Pastor Alan Jackson preached an inspired sermon. The music was great and the people were so friendly that Hazel and me decided to attend a regular Sunday service at World Outreach when we got the chance. After attending a couple of services, it was apparent that we had found the church home we had looked for so long.
Pastor Jackson has a way of preaching that makes it seem that he is preaching to himself at the same time he preaches to the congregation. By admitting his own faults and shortcomings instead of condemning everyone else’s, it is an uplifting message about the love of God and the salvation of Jesus Christ.
World Outreach is nondenominational and not bound by the doctrine nor traditions of any organized denomination. With two goals, to reach the lost and pastor the found, they are a Bible-believing, Communion-taking, water-baptizing, and evangelical congregation of hard-working Tennessee people who desire to share the love of the Lord.
We met good Christian folks who were happy to take us into their church family.

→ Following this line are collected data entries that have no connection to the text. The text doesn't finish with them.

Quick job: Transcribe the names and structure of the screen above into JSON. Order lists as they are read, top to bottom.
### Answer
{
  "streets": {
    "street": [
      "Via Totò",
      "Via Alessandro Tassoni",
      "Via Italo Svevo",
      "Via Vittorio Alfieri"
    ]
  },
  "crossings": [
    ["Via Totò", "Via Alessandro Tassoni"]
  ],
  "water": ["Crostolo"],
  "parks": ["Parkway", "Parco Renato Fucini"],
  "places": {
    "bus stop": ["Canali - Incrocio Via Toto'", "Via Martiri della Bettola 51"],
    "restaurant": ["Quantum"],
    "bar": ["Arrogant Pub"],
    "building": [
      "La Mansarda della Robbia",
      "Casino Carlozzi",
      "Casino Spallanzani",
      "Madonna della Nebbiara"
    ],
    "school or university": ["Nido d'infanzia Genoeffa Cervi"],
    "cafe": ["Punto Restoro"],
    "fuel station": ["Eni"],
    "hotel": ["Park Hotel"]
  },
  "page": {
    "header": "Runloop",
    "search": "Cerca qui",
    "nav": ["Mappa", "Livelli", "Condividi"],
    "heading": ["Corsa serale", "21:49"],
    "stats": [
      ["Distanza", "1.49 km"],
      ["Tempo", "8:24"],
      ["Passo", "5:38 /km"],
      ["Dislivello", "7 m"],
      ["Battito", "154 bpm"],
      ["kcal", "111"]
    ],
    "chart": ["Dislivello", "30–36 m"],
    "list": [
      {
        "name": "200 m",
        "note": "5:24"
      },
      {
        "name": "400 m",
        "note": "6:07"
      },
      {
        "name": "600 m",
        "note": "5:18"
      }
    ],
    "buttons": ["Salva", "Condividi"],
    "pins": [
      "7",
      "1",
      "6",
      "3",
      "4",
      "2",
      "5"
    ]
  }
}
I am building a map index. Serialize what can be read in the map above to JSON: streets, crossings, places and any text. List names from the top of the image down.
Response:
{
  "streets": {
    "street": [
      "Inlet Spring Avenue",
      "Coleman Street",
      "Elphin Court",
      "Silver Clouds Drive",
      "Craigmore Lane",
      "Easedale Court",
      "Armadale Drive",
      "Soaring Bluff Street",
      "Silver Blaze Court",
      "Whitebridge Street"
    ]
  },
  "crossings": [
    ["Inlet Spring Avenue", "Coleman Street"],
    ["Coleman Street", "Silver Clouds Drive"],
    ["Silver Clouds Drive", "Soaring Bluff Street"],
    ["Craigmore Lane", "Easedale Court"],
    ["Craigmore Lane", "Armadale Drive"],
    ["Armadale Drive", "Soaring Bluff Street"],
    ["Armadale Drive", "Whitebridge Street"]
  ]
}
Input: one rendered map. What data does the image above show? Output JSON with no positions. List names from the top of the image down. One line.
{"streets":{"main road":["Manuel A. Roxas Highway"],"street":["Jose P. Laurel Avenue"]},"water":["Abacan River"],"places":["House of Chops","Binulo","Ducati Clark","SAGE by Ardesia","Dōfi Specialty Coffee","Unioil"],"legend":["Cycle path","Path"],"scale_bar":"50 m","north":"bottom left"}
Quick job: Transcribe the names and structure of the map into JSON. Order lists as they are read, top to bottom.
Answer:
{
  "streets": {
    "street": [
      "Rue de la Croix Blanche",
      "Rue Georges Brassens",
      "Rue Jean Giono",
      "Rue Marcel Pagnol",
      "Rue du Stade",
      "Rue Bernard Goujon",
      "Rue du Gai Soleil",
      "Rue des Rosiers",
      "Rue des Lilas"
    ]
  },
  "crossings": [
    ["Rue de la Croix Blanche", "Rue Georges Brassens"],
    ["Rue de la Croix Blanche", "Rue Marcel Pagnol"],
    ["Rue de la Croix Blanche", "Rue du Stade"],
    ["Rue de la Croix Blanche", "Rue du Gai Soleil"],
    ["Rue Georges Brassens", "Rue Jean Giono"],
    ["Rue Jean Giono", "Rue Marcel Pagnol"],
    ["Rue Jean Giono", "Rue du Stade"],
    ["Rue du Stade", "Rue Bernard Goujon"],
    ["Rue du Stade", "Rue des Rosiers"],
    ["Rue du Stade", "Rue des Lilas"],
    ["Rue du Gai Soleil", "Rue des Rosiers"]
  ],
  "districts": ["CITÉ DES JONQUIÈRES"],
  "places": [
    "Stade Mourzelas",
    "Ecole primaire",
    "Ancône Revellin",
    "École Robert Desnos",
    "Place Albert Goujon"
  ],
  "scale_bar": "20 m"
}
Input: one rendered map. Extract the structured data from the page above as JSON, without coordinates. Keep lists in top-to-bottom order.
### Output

We’ve been going to World Outreach ever since and, much to my blessing, I am asked to participate in the praise and worship servi
ce from time to time.
CHAPTER 41
MANY, MANY YEARS AGO GOD CAME TO ABRAHAM, HE SAID I’VE CHOSEN YOU TO CARRY OUT MY PLAN
Our church is a rock-solid supporter of the state of Israel and its right to exist, defend itself, and be a sovereign nation that stands in the middle of the total chaos and hostility that surrounds it.
Pastor Jackson’s mother and father, George and Betty, live a part of every year in Jerusalem. They have Christian books translated into Hebrew so they can be read by the Jewish people. The church sponsors several trips a year, taking large and small groups who want to experience the Holy Land.
We had always wanted to go to Israel and in 2008, accompanied by our son, Charlie, Dean Tubb, and our grandson, Evan, we signed on for one of the trips.
I had heard it said that going to Israel will change your life. As one who has made the trip three times and intends to go back again, I will attest to the fact.
To see where the Old Testament and the New Testament blend six thousand years of history together in the space of a few square miles.
Where the tenents of the old covenant of animal sacrifice were given to the Israelites.
Where the long-awaited Messiah Jesus Christ was born, crucified, and resurrected, instituting the new covenant.
Where the magnificent temple of Solomon stood.
Where the empty garden tomb is carved out of a hillside of stone a short distance from Golgotha, the place of the skull, where the Bible says Jesus was crucified.
The Wailing Wall. The Garden of Gethsemane. Mount Carmel, where Elijah called down fire from heaven to consume the sacrifice. The caves of Qumran, where the Dead Sea Scrolls were discovered. Engedi, where David hid from King Saul.
The mountain fortress of Masada, where more than nine hundred Israelites died at their own hand rather than yield to the Roman army.
The Sea of Galilee, where Jesus walked on the water.
The gigantic killing plain below Megiddo, where the final war, commonly called the battle of Armageddon, will be waged.